It’s a cold January day in 2011. You’re sitting in a café, addicted not just to your java but also to the legal battle over the new federal health care law. You go looking on the Internet for the second amended complaint just filed by the Florida attorney general in federal district court. It’s nowhere easily found. What do you do next?

If you’re Brad Joondeph of Santa Clara University School of Law, you start the ACA Litigation Blog, named for the Patient Protection and Affordable Care Act. His blog has become the go-to place for official documents, news updates and a smattering of analysis on the ballooning health care challenges. And it has raised his own and his law school’s profile in a positive and welcome way. In November, for example, he travels to the University of Richmond School of Law to participate in a symposium on the health care litigation.

Joondeph joined the law school faculty in 2000 and teaches constitutional and tax law. A graduate of Stanford University and Stanford Law School, he attended both schools with Principal Deputy Solicitor General Sri Srinivasan. The two men were moot court partners at Stanford and Joondepth is married to Srinivasan’s sister. He also was a law clerk to Justice Sandra Day O’Connor in the October 1999-2000 term.

Joondeph chatted with Supreme Court Insider recently about his reasons for starting the blog and his own fascination with the health care battle.

Insider: Health care law is not your specialty, so what drew you to this particular litigation?

Joondeph: I was interested in this litigation because in many respects I think it’s the most fascinating legal controversy that has developed since I’ve been following the law. One, the legislation is just so important as a matter of policy. Two, the constitutional questions themselves, completely independent of the policy consequences, are huge. Both the commerce and necessary and proper questions and Medicaid-spending clause question are fundamental issues as to how we understand federal government powers vis- à-vis the states. And three, it’s such a fascinating window into the intersection of ideology, partisan politics, and judicial behavior and how all the different actors are motivated by the law, politics and ideology. It has kind of got everything you want wrapped into one thing.

Insider: So why a blog?

Joondeph: Well, I’m sitting in a café and wanted to read what Florida wrote in its second amended complaint. I thought it would be useful to have a site with documents with ready access to everything I wanted. The principle objective was making original documents available and the most natural way was to have a blog. Once the blog was up, it also seemed natural to make a little commentary as to what was going on.
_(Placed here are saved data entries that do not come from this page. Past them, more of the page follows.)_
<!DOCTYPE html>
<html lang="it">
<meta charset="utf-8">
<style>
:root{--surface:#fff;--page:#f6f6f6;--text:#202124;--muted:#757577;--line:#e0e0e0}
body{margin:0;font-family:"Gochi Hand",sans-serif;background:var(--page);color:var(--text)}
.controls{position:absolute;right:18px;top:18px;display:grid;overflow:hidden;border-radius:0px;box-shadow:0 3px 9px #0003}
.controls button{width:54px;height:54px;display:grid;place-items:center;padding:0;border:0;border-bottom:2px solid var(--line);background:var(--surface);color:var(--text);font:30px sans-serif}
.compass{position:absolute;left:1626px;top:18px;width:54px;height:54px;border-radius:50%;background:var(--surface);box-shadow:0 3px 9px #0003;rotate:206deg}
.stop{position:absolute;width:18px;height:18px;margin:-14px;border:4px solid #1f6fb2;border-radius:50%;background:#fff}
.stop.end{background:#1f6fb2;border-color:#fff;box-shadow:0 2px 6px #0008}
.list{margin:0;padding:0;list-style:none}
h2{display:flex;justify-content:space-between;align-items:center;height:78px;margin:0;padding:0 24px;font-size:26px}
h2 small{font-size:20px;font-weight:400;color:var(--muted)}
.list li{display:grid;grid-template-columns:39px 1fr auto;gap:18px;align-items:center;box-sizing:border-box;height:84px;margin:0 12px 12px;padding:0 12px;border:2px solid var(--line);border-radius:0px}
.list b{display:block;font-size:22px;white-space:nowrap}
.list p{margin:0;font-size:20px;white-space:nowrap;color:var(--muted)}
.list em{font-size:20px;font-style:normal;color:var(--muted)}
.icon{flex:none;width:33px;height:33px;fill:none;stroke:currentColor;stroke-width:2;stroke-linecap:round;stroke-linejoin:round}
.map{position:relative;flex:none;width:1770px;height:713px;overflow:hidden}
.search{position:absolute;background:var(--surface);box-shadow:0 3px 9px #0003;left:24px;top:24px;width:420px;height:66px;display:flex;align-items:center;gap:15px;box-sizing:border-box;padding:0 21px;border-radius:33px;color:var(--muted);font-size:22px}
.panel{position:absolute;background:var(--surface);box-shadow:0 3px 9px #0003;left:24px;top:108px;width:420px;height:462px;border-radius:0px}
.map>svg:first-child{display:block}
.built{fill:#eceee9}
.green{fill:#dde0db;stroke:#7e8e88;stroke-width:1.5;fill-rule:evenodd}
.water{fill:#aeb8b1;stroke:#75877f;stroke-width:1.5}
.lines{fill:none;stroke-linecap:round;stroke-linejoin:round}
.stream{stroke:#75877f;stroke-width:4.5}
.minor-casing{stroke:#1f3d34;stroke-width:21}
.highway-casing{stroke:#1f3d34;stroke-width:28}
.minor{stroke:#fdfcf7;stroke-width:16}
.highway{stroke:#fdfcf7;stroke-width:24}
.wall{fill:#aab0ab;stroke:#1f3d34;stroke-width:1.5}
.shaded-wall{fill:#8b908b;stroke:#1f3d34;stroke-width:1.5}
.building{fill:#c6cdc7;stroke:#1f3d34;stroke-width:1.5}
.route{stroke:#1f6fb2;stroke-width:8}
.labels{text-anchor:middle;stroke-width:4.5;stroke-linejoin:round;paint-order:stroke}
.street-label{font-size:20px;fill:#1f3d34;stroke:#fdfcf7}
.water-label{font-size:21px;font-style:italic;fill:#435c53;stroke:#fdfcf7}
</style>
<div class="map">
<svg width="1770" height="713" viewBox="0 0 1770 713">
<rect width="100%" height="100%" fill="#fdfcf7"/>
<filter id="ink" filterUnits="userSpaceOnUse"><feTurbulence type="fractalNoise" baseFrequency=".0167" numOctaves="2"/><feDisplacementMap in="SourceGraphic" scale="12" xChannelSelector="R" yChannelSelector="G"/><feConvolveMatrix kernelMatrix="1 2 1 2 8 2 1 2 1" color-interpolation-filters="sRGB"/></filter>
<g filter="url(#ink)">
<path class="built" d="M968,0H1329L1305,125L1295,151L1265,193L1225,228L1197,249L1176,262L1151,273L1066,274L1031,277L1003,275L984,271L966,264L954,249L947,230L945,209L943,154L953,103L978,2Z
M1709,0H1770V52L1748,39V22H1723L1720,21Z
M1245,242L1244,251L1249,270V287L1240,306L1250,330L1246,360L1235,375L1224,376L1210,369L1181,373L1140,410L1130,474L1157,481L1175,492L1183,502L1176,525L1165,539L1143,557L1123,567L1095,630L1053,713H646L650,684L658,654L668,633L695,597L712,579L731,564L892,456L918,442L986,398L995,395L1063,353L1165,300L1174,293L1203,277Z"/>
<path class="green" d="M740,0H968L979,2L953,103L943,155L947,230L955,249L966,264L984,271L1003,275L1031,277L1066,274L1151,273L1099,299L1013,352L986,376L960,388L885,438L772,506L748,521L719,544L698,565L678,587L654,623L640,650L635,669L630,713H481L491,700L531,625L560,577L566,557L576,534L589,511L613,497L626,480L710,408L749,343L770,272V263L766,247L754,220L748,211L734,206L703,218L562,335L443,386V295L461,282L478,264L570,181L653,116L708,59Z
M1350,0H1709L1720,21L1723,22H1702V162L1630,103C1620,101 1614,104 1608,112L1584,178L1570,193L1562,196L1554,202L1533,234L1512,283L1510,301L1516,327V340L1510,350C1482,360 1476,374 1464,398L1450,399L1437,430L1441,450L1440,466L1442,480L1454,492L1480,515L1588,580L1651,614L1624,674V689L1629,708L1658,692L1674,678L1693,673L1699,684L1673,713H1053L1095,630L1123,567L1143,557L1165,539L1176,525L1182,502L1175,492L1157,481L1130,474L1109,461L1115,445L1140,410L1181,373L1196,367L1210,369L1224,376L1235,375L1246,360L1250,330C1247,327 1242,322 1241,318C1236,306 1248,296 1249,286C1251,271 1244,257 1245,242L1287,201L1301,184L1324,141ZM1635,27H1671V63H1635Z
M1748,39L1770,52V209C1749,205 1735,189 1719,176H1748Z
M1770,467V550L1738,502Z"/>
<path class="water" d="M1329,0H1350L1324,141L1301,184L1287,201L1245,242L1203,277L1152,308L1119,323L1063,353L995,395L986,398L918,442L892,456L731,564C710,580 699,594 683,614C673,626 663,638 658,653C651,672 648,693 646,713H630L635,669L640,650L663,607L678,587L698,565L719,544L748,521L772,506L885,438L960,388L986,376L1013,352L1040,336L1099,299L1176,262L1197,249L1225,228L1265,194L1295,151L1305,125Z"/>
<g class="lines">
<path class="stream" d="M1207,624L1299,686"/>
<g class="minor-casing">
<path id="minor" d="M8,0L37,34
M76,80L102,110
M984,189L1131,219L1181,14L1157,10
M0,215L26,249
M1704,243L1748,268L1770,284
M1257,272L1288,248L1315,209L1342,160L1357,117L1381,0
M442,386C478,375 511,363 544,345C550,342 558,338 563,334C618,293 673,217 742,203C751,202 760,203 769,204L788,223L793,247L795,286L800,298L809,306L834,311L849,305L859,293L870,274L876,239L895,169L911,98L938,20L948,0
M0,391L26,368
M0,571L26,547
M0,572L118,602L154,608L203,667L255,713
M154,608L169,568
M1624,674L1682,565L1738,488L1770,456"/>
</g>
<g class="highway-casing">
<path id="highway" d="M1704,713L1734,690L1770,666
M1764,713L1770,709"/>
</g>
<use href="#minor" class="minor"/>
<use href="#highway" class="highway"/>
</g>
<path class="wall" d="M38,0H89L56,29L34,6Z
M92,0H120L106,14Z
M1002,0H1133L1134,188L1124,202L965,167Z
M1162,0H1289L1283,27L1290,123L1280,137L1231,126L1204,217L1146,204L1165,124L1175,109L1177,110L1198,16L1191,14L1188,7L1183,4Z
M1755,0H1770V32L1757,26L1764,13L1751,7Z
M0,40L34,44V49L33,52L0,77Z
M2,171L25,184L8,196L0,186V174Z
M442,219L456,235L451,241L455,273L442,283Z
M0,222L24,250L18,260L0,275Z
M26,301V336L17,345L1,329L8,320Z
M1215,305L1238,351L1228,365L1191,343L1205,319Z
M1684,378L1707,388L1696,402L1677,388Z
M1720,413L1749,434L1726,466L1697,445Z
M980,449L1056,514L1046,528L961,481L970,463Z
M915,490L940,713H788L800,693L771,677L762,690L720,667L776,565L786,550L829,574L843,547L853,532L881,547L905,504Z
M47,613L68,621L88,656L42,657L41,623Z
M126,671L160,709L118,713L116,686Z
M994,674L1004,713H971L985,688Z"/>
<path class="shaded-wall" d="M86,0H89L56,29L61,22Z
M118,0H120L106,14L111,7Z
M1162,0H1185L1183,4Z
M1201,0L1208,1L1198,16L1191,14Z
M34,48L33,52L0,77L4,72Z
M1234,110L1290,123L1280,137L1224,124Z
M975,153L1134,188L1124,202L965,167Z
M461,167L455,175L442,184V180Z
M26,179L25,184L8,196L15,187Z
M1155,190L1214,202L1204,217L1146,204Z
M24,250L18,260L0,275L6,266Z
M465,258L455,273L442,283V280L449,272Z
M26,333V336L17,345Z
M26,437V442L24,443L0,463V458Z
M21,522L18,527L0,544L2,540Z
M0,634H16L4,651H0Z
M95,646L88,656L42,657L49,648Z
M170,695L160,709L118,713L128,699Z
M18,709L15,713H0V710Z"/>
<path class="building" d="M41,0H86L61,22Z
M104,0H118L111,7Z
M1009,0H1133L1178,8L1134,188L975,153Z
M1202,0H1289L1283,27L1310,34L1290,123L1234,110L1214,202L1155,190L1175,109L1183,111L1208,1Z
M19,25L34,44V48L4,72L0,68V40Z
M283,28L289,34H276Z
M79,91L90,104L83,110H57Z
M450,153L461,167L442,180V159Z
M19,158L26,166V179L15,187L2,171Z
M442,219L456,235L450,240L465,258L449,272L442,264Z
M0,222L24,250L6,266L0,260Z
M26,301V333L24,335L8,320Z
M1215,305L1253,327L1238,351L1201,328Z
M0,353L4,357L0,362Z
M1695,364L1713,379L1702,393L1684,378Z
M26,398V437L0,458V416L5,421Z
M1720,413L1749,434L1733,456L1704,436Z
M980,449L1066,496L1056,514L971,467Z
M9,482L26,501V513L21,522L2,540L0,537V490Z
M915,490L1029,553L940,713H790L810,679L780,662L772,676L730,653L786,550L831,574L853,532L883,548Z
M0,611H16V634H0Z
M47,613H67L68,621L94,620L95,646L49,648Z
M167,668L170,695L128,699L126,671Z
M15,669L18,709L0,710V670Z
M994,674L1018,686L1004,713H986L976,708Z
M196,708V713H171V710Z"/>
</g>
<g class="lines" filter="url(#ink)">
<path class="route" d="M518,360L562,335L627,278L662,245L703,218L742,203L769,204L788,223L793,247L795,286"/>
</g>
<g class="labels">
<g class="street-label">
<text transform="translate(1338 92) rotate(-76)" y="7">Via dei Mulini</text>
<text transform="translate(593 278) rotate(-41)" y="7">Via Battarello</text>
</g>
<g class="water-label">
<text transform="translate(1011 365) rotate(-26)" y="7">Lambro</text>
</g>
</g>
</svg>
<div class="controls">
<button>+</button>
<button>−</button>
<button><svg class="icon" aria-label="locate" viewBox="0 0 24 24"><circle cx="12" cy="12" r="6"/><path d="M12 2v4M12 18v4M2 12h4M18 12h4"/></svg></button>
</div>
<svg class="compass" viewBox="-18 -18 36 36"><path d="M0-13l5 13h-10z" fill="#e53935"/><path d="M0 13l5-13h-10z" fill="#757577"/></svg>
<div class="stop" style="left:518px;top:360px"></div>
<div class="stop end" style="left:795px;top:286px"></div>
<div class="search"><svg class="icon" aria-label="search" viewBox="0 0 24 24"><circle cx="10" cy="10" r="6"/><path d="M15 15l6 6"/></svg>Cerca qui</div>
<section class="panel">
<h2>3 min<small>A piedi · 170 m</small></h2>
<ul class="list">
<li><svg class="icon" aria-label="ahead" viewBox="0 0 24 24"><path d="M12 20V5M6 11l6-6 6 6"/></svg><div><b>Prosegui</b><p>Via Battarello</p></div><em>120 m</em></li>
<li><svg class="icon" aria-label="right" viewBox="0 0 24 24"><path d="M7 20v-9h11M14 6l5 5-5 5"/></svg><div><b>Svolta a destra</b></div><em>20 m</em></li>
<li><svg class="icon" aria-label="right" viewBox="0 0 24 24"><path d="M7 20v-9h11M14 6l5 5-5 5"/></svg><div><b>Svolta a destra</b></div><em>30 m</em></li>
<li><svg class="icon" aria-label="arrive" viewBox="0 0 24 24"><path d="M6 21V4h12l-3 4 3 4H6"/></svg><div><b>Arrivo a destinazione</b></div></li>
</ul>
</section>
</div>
It became clear through random communications that people were following it and I felt an obligation to keep it updated.

As law professors, one of our sort of existential questions we struggle with on a daily basis is, besides teaching, what are we doing that is useful to others?

Insider: And has the blog been the answer to that question?

Joondeph: The whole experience has shown me my academic platform gives me a way to be useful that I haven’t seen before — as someone who can bridge the divide between people interested in a legal issue but who don’t know the doctrine well enough or how things operate in lower courts. It’s not necessarily that I have any expertise in health care, but maybe this is something I can replicate in the future on different issues.

Insider: How has it raised your profile?

Joondeph: It’s definitely made me more visible personally. My visibility is not something I’ve ever really cared about. I do what I do because I love teaching. That’s been a byproduct. I think it matters more to the university than to me. Our media relations people say it’s great; they get a lot more media inquiries about me. I sort of chuckle and say, ‘It’s great for you.’ I see it as part of my service to the university. It’s never something that has driven me in terms of what I’m trying to accomplish.

Insider: If and when the Supreme Court agrees to hear the health care challenge, what happens to the blog?

Joondeph: I’ve always said once the Court grants cert, my usefulness is at an end because there are so many people who cover the Court more closely than I ever could. It remains to be seen. I’ll see what’s going on out there and if there is a way I can be helpful.

Insider: So what’s your best guess on the outcome in the Supreme Court?

Joondeph: I think after a lower court invalidates a federal statute, creates a circuit split and the United States asks for cert, no other stars could come into alignment to make this cert worthy. Obviously there is the question of what they’re going to do and I think it’s a tossup on what they do on the merits. One aspect– whether they might be interested in not reaching the merits by finding a jurisdictional basis to avoid the merits — they’re going to get a ton of pressure to reach the merits. If you read some of the briefs by the insurance industry, health plans and the Chamber of Commerce, they say, “We don’t so much care what you do, but you need to decide; we need an answer.”

When you’re talking about 20% of the economy, it creates a fair amount of pressure to get answer sooner rather than later.